**WORK TASK**
You are asked to write out the entries exactly as they are given.

**RECORDS SHOWN**
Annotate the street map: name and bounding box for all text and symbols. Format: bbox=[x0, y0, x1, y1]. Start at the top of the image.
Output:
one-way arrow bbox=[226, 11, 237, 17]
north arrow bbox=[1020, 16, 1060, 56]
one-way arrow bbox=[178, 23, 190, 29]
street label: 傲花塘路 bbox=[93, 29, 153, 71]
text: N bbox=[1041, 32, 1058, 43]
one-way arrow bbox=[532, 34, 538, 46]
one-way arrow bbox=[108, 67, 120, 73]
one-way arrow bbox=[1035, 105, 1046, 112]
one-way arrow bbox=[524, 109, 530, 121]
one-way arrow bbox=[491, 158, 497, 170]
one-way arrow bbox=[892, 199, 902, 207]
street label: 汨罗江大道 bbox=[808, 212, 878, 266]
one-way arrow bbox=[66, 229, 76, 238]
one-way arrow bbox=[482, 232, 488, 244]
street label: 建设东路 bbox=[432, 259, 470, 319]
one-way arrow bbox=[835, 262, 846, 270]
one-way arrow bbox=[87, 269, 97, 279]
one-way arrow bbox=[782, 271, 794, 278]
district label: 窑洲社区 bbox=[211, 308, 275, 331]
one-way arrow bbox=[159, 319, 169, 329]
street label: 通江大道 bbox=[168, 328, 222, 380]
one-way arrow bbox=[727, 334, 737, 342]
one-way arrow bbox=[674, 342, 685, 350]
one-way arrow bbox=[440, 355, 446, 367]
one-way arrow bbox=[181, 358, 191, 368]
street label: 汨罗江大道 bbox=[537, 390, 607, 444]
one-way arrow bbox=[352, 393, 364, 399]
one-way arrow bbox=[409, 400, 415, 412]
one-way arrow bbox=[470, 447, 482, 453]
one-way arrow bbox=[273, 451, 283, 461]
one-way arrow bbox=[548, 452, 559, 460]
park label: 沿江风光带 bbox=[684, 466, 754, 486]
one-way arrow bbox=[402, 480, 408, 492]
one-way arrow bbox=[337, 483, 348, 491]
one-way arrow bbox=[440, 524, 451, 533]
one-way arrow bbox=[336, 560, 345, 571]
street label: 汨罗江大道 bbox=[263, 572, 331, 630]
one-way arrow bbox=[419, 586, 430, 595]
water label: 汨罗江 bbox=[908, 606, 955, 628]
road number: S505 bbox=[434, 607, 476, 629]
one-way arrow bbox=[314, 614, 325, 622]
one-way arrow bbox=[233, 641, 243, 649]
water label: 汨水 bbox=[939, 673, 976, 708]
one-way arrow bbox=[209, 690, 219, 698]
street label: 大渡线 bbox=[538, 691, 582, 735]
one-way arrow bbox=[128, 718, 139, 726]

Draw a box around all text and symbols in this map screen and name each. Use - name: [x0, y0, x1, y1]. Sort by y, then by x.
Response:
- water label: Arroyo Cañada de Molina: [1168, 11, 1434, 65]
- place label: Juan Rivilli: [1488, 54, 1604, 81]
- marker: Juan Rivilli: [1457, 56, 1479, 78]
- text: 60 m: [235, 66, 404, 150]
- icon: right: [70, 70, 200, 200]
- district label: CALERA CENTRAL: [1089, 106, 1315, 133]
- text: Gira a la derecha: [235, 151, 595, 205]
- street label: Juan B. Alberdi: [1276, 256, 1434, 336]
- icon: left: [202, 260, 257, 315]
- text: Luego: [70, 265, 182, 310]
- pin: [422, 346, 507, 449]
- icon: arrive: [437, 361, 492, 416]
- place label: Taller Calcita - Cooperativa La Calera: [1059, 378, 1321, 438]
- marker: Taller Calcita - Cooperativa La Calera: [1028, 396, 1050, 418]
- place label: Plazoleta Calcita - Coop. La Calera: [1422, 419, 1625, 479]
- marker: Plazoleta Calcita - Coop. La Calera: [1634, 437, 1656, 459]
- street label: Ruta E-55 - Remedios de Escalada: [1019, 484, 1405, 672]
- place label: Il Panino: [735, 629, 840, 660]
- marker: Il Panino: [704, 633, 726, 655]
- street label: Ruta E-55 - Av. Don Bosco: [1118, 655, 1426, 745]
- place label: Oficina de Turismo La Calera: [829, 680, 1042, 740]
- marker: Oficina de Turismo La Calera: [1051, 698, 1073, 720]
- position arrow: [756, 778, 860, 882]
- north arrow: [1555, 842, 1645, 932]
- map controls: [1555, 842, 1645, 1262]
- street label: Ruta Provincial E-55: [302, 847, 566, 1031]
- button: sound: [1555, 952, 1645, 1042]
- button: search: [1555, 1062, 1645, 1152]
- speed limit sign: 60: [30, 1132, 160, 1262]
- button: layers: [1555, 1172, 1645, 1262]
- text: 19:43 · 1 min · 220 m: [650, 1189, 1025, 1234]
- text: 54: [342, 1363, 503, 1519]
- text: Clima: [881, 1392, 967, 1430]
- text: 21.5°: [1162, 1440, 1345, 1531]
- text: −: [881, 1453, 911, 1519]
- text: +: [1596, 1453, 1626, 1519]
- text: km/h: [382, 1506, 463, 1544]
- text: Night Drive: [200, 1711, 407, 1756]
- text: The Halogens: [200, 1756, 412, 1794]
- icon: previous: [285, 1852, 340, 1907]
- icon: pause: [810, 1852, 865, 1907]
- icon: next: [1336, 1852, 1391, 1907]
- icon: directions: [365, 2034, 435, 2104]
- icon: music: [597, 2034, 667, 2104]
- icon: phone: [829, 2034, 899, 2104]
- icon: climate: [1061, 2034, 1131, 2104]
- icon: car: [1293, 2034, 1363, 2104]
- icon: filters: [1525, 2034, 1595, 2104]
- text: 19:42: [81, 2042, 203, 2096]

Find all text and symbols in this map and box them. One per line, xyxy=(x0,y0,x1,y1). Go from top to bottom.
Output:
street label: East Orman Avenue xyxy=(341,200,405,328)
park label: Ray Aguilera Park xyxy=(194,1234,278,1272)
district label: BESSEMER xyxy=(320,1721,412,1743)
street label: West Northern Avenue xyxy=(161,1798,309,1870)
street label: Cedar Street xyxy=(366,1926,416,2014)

**ANSWER TO THIS TASK**
Annotate the street map: name and bounding box for all text and symbols. Format: bbox=[x0, y0, x1, y1]. Start at the top of the image.
Output:
one-way arrow bbox=[226, 11, 237, 17]
north arrow bbox=[1020, 16, 1060, 56]
one-way arrow bbox=[178, 23, 190, 29]
street label: 傲花塘路 bbox=[93, 29, 153, 71]
text: N bbox=[1041, 32, 1058, 43]
one-way arrow bbox=[532, 34, 538, 46]
one-way arrow bbox=[108, 67, 120, 73]
one-way arrow bbox=[1035, 105, 1046, 112]
one-way arrow bbox=[524, 109, 530, 121]
one-way arrow bbox=[491, 158, 497, 170]
one-way arrow bbox=[892, 199, 902, 207]
street label: 汨罗江大道 bbox=[808, 212, 878, 266]
one-way arrow bbox=[66, 229, 76, 238]
one-way arrow bbox=[482, 232, 488, 244]
street label: 建设东路 bbox=[432, 259, 470, 319]
one-way arrow bbox=[835, 262, 846, 270]
one-way arrow bbox=[87, 269, 97, 279]
one-way arrow bbox=[782, 271, 794, 278]
district label: 窑洲社区 bbox=[211, 308, 275, 331]
one-way arrow bbox=[159, 319, 169, 329]
street label: 通江大道 bbox=[168, 328, 222, 380]
one-way arrow bbox=[727, 334, 737, 342]
one-way arrow bbox=[674, 342, 685, 350]
one-way arrow bbox=[440, 355, 446, 367]
one-way arrow bbox=[181, 358, 191, 368]
street label: 汨罗江大道 bbox=[537, 390, 607, 444]
one-way arrow bbox=[352, 393, 364, 399]
one-way arrow bbox=[409, 400, 415, 412]
one-way arrow bbox=[470, 447, 482, 453]
one-way arrow bbox=[273, 451, 283, 461]
one-way arrow bbox=[548, 452, 559, 460]
park label: 沿江风光带 bbox=[684, 466, 754, 486]
one-way arrow bbox=[402, 480, 408, 492]
one-way arrow bbox=[337, 483, 348, 491]
one-way arrow bbox=[440, 524, 451, 533]
one-way arrow bbox=[336, 560, 345, 571]
street label: 汨罗江大道 bbox=[263, 572, 331, 630]
one-way arrow bbox=[419, 586, 430, 595]
water label: 汨罗江 bbox=[908, 606, 955, 628]
road number: S505 bbox=[434, 607, 476, 629]
one-way arrow bbox=[314, 614, 325, 622]
one-way arrow bbox=[233, 641, 243, 649]
water label: 汨水 bbox=[939, 673, 976, 708]
one-way arrow bbox=[209, 690, 219, 698]
street label: 大渡线 bbox=[538, 691, 582, 735]
one-way arrow bbox=[128, 718, 139, 726]

Draw a box around all text and symbols in this map screen and name each. Use - name: [x0, y0, x1, y1]. Sort by y, then by x.
Response:
- water label: Arroyo Cañada de Molina: [1168, 11, 1434, 65]
- place label: Juan Rivilli: [1488, 54, 1604, 81]
- marker: Juan Rivilli: [1457, 56, 1479, 78]
- text: 60 m: [235, 66, 404, 150]
- icon: right: [70, 70, 200, 200]
- district label: CALERA CENTRAL: [1089, 106, 1315, 133]
- text: Gira a la derecha: [235, 151, 595, 205]
- street label: Juan B. Alberdi: [1276, 256, 1434, 336]
- icon: left: [202, 260, 257, 315]
- text: Luego: [70, 265, 182, 310]
- pin: [422, 346, 507, 449]
- icon: arrive: [437, 361, 492, 416]
- place label: Taller Calcita - Cooperativa La Calera: [1059, 378, 1321, 438]
- marker: Taller Calcita - Cooperativa La Calera: [1028, 396, 1050, 418]
- place label: Plazoleta Calcita - Coop. La Calera: [1422, 419, 1625, 479]
- marker: Plazoleta Calcita - Coop. La Calera: [1634, 437, 1656, 459]
- street label: Ruta E-55 - Remedios de Escalada: [1019, 484, 1405, 672]
- place label: Il Panino: [735, 629, 840, 660]
- marker: Il Panino: [704, 633, 726, 655]
- street label: Ruta E-55 - Av. Don Bosco: [1118, 655, 1426, 745]
- place label: Oficina de Turismo La Calera: [829, 680, 1042, 740]
- marker: Oficina de Turismo La Calera: [1051, 698, 1073, 720]
- position arrow: [756, 778, 860, 882]
- north arrow: [1555, 842, 1645, 932]
- map controls: [1555, 842, 1645, 1262]
- street label: Ruta Provincial E-55: [302, 847, 566, 1031]
- button: sound: [1555, 952, 1645, 1042]
- button: search: [1555, 1062, 1645, 1152]
- speed limit sign: 60: [30, 1132, 160, 1262]
- button: layers: [1555, 1172, 1645, 1262]
- text: 19:43 · 1 min · 220 m: [650, 1189, 1025, 1234]
- text: 54: [342, 1363, 503, 1519]
- text: Clima: [881, 1392, 967, 1430]
- text: 21.5°: [1162, 1440, 1345, 1531]
- text: −: [881, 1453, 911, 1519]
- text: +: [1596, 1453, 1626, 1519]
- text: km/h: [382, 1506, 463, 1544]
- text: Night Drive: [200, 1711, 407, 1756]
- text: The Halogens: [200, 1756, 412, 1794]
- icon: previous: [285, 1852, 340, 1907]
- icon: pause: [810, 1852, 865, 1907]
- icon: next: [1336, 1852, 1391, 1907]
- icon: directions: [365, 2034, 435, 2104]
- icon: music: [597, 2034, 667, 2104]
- icon: phone: [829, 2034, 899, 2104]
- icon: climate: [1061, 2034, 1131, 2104]
- icon: car: [1293, 2034, 1363, 2104]
- icon: filters: [1525, 2034, 1595, 2104]
- text: 19:42: [81, 2042, 203, 2096]

Find all text and symbols in this map and box them. One per line, xyxy=(x0,y0,x1,y1). Go from top to bottom.
Output:
street label: East Orman Avenue xyxy=(341,200,405,328)
park label: Ray Aguilera Park xyxy=(194,1234,278,1272)
district label: BESSEMER xyxy=(320,1721,412,1743)
street label: West Northern Avenue xyxy=(161,1798,309,1870)
street label: Cedar Street xyxy=(366,1926,416,2014)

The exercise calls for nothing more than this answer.